Сословная зависимость влияла на стиль руководства губернаторов, влияла на развитие их дальнейшей карьеры. Кроме того, следует помнить, что по тем временам провинциальная элита являлась создателем и одновременно трансформатором столичных мнений. Вот как об этом писал один из современников: «у нас на Руси родство до 40-х годов включительно разветвлялось до бесконечности», обнимая собой все сферы жизни и «не только кровного свойства, но и таких отношений, в которых не было ни малейшей близости»[248]
. Имелось в виду свое толкование колонизации Поволжья, которая, по мнению автора, развивалась «путем распространения владельческих имений… от Твери и Новгорода до Симбирска и Самары, в бесконечной цепи помещичьих имений, встречалось множество одних и тех же фамилий, много семейств поимевших друг с другом сношений… Родичи, однофамильцы симбирских и казанских помещиков не только встречались в древней столице (этом фокусе русской поместной гражданственности), но и в самой северной Пальмире, где многие из них жили домами. От Самары почти до самого Петербурга, в ту пору еще можно было проехать, не нуждаясь в постоялых дворах и гостиницах…»[249]. Вот в эти устоявшиеся корпоративно-родственные связи должен был вписаться столичный «хозяин губернии».Борис Александрович Мансуров был древнего, знатного рода, со времен Ивана Калиты. В Поволжье Мансуровы стали известны с XVII в. Непосредственно с Казанью его связывала оберкомендантская служба отца в середине XVIII столетия. Самым влиятельным в роду был Павел Дмитриевич Мансуров, дослуживший до генеральского чина и ставший в 1781 г. сенатором[250]
. Древность рода, казанские «корни», военная доблесть были залогом успеха его управления. Учитывая горький опыт своего предшественника, Борис Александрович стал тщательным образом подбирать себе подчиненных. Его кадровые рокировки получали поддержку со стороны министра внутренних дел графа В. П. Кочубея.
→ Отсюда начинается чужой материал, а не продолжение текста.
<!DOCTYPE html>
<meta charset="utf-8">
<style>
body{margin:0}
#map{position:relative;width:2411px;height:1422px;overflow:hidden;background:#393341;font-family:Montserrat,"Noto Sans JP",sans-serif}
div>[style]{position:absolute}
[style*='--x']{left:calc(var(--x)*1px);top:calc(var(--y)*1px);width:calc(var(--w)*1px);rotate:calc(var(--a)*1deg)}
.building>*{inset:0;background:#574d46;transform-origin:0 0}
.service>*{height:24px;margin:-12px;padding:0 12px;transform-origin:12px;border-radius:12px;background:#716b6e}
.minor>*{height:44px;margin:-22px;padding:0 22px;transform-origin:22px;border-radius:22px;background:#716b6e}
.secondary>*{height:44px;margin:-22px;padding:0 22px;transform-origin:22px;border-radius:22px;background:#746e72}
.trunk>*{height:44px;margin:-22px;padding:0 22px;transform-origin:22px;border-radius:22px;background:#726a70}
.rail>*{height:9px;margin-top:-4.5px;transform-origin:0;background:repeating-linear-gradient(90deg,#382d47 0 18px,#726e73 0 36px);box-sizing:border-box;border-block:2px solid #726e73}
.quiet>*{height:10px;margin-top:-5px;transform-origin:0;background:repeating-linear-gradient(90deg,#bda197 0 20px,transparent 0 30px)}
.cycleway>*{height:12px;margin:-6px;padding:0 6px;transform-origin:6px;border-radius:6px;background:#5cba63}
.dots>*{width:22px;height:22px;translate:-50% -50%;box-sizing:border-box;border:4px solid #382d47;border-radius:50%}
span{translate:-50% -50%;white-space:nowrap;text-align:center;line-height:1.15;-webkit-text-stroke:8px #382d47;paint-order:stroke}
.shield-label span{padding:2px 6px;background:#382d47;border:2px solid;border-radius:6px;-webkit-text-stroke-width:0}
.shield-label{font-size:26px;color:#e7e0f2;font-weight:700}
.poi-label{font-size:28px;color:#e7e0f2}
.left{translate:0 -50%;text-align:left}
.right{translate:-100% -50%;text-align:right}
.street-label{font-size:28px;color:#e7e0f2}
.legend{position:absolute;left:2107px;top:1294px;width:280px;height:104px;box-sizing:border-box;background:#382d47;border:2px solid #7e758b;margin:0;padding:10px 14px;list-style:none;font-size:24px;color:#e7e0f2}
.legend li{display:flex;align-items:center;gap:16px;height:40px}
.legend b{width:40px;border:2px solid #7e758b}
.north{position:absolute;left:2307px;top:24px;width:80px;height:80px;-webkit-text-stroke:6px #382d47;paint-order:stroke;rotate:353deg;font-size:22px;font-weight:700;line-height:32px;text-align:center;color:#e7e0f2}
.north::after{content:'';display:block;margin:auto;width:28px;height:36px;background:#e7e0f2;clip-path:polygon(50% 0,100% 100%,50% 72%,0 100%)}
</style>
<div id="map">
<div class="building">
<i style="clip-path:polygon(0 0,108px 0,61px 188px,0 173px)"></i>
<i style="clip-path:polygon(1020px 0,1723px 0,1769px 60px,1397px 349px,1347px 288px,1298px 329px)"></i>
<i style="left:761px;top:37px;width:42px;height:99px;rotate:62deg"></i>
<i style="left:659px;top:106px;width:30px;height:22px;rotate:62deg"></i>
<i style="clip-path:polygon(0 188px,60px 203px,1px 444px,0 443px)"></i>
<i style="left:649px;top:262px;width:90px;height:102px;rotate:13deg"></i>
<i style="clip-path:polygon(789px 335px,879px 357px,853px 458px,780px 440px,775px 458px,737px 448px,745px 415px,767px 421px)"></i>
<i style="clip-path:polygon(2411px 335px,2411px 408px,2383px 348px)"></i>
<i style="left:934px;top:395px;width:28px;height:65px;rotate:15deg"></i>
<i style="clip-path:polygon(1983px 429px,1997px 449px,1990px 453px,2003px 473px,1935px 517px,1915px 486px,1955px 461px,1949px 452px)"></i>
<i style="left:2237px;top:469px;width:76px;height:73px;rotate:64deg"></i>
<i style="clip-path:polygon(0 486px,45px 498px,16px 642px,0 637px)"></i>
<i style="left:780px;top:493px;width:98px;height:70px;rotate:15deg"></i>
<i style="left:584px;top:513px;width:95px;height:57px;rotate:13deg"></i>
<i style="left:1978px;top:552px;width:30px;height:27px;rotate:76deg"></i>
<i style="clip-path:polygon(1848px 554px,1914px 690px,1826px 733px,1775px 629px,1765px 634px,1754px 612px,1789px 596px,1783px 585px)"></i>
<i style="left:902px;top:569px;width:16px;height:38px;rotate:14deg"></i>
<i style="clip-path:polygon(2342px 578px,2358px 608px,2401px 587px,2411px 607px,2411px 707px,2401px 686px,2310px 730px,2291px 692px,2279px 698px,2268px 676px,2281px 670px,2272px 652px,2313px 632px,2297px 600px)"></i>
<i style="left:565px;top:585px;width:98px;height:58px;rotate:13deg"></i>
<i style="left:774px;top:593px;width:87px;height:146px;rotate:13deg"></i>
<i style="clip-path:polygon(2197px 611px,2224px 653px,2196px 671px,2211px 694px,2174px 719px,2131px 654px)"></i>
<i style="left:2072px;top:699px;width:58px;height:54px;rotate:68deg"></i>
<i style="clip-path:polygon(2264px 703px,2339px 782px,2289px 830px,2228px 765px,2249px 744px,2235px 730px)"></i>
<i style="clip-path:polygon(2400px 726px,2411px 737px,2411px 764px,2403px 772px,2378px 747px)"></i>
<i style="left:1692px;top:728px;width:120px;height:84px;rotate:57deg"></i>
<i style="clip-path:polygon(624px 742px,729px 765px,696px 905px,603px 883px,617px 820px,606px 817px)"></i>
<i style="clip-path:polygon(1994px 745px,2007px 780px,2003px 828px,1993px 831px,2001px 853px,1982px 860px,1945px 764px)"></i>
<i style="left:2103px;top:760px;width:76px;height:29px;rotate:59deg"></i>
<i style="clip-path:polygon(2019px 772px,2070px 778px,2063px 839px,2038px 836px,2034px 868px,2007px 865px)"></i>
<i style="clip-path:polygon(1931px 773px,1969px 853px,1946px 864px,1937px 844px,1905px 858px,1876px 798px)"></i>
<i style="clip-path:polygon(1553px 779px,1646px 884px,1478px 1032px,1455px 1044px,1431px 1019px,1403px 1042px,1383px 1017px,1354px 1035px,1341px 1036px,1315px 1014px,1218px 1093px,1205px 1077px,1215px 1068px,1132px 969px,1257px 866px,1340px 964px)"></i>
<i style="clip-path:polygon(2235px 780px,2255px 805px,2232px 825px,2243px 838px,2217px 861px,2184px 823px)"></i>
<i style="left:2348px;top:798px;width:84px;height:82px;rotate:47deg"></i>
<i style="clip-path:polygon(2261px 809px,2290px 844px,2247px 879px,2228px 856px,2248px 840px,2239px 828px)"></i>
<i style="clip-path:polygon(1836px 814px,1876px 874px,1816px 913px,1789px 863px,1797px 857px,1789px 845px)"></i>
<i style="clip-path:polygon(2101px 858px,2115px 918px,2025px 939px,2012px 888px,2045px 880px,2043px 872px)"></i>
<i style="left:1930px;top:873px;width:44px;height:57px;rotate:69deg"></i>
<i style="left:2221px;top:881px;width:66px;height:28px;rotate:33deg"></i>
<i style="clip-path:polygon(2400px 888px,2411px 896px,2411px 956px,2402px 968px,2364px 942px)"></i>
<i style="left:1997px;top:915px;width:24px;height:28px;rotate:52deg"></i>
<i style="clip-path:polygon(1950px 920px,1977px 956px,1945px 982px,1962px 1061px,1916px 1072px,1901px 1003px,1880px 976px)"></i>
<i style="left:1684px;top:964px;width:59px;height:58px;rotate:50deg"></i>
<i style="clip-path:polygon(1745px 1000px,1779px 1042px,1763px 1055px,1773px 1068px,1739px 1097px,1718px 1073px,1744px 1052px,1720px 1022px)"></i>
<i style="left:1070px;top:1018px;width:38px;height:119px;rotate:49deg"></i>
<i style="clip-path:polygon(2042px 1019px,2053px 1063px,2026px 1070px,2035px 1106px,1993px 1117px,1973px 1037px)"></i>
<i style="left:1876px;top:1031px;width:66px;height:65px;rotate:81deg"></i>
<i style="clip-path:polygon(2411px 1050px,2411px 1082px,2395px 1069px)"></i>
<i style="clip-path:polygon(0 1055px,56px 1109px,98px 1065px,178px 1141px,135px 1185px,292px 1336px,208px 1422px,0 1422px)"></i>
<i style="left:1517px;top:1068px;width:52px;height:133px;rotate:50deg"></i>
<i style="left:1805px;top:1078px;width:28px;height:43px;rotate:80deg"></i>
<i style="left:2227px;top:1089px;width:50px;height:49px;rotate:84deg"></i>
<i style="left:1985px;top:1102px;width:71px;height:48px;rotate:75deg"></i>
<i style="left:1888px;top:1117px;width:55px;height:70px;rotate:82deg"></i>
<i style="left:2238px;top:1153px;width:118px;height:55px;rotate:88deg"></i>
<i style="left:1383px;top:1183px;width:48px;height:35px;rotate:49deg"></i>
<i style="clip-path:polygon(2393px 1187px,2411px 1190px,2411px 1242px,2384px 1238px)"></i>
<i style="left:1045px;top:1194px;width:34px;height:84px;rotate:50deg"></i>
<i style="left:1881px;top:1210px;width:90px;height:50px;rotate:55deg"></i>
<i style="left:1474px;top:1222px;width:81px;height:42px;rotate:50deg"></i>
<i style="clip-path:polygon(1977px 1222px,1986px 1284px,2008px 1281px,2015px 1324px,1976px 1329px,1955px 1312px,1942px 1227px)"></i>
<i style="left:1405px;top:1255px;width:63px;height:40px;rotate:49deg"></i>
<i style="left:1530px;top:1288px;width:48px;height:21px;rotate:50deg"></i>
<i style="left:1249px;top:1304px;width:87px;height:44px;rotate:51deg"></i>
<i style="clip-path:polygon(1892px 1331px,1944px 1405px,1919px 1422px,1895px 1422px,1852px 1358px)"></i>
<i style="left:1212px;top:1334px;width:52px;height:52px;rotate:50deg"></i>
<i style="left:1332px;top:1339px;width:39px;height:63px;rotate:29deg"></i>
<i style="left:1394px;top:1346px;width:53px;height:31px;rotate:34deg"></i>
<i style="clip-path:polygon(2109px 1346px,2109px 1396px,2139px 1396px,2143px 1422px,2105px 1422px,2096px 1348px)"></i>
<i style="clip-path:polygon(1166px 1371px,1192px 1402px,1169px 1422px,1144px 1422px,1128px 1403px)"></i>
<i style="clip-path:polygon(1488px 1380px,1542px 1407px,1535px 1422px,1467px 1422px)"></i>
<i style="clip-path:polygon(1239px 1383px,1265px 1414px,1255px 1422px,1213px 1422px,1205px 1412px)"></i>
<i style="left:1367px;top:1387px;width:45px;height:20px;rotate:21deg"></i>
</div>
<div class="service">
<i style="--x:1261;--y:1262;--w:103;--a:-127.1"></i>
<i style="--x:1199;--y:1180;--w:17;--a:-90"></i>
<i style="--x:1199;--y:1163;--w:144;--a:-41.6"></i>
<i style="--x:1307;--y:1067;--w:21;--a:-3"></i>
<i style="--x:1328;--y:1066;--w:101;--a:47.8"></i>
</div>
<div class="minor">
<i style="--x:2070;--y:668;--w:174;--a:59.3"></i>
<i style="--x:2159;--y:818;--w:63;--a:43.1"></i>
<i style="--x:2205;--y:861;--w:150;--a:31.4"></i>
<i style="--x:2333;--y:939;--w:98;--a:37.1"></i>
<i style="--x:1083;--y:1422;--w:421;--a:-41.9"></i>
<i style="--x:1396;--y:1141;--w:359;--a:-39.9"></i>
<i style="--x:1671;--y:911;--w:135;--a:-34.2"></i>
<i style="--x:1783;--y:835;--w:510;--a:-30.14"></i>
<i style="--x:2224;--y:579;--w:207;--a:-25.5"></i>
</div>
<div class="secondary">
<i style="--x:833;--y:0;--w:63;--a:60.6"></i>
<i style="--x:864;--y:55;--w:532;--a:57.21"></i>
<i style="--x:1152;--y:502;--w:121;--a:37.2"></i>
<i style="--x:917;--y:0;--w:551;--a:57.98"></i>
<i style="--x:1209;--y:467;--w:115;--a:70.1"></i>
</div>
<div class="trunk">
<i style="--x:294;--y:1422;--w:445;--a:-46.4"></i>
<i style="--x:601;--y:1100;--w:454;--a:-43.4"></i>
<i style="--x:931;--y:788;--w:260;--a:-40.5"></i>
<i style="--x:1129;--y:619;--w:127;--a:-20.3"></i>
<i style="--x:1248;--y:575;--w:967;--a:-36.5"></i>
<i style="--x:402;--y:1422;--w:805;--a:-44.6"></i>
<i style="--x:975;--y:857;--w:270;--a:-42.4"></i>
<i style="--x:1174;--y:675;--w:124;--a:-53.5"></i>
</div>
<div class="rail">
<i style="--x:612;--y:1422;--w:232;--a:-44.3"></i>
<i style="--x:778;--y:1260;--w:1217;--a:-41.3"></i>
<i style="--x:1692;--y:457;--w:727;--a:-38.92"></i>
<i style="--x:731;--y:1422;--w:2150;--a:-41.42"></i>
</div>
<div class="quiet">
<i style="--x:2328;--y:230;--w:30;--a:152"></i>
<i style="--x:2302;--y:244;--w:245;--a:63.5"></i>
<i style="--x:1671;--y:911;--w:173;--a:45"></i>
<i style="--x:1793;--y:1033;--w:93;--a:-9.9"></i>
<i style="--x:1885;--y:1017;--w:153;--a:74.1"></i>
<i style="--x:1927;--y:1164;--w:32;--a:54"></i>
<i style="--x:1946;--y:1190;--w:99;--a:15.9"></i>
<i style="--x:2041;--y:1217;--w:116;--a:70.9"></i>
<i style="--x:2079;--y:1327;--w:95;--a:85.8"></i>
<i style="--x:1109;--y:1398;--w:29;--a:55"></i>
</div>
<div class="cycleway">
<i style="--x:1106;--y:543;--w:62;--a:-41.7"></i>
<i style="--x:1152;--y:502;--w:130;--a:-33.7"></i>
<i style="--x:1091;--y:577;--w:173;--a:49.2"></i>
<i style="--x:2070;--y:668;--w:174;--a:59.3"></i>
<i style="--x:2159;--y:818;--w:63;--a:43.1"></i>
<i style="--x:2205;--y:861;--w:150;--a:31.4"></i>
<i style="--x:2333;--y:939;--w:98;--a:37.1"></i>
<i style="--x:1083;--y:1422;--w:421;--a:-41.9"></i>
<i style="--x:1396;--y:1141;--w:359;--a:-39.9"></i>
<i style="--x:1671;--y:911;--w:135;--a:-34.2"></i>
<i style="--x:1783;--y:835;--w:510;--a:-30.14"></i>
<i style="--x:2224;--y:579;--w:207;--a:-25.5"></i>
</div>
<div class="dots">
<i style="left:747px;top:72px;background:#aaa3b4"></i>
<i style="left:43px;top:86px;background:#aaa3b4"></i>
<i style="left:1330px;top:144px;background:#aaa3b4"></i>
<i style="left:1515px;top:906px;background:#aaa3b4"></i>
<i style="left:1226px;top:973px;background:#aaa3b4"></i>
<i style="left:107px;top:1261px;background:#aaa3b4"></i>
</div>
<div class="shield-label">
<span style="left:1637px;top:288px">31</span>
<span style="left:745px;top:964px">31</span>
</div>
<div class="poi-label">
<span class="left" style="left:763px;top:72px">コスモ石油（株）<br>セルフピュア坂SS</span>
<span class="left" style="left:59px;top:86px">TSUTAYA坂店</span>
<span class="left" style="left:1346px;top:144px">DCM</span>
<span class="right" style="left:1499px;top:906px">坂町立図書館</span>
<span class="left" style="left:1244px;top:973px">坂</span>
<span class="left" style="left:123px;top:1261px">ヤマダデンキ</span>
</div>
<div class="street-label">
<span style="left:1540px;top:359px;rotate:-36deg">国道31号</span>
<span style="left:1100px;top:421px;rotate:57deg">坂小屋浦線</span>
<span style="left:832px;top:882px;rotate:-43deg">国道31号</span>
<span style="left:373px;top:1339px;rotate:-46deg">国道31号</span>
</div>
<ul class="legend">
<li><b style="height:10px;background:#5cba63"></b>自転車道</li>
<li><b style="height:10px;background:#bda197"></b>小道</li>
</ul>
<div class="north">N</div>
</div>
Казанский губернатор неоднократно выражал ему за это свою благодарность: «…милостивое Вашим Сиятельством меня подкрепление делает великое влияние на всех чиновников и заставляет их или пребывать в предписанных законами границах, или еще с усердием и ревностью продолжать свое служение. Меня же напротив того поставляет в такое положение, что я от каждого без лицеприятия могу требовать точного исполнения его должности»[251]. К примеру, секретарем губернского правления был назначен титулярный советник Павел Ильинский, окончивший курс правоведения Московского университета. По личному ходатайству Мансурова советником губернского правления стал хорошо ему известный городничий города Спасска Тамбовской губернии коллежский асессор Алексей Станицкий[252]. Вторым советником губернского правления становится Савва Андреевич Москотильников. Примечательно, что уже через год Мансуров представил его министру полиции для награждения, сопровождая следующей характеристикой: «отличил себя особливою деятельностью и усердием, знанием законов и производства дел», опытными сведениями «во всем предлежащем вниманию губернского начальства», нравственностью, «коими означались все действия его по службе, равно и похвальный образ жизни». В качестве губернского стряпчего по уголовным делам Москотильников неоднократно принимал участие в расследовании дел о злоупотреблениях в уездах Казанской губернии. «За ощутительный успех в течение дел, ему я должен отдать надлежащую справедливость, доказательством приобретенной им по общежитию доверенности послужит то, что он многократно был избираем посредником несколько продолжительных распрей, окончил их примирением. Свидетельством его образованности является то, что он является членом Санкт-Петербургского общества любителей наук словесности и художеств»[253], — продолжает Мансуров. В тексте улавлива ется очевидная перемена его мнения в отношении к этому человеку. Редко можно было встретить в провинции столь образованного и опытного чиновника, каковым являлся С. А. Москотильников. Такой советник для губернатора был сущей находкой.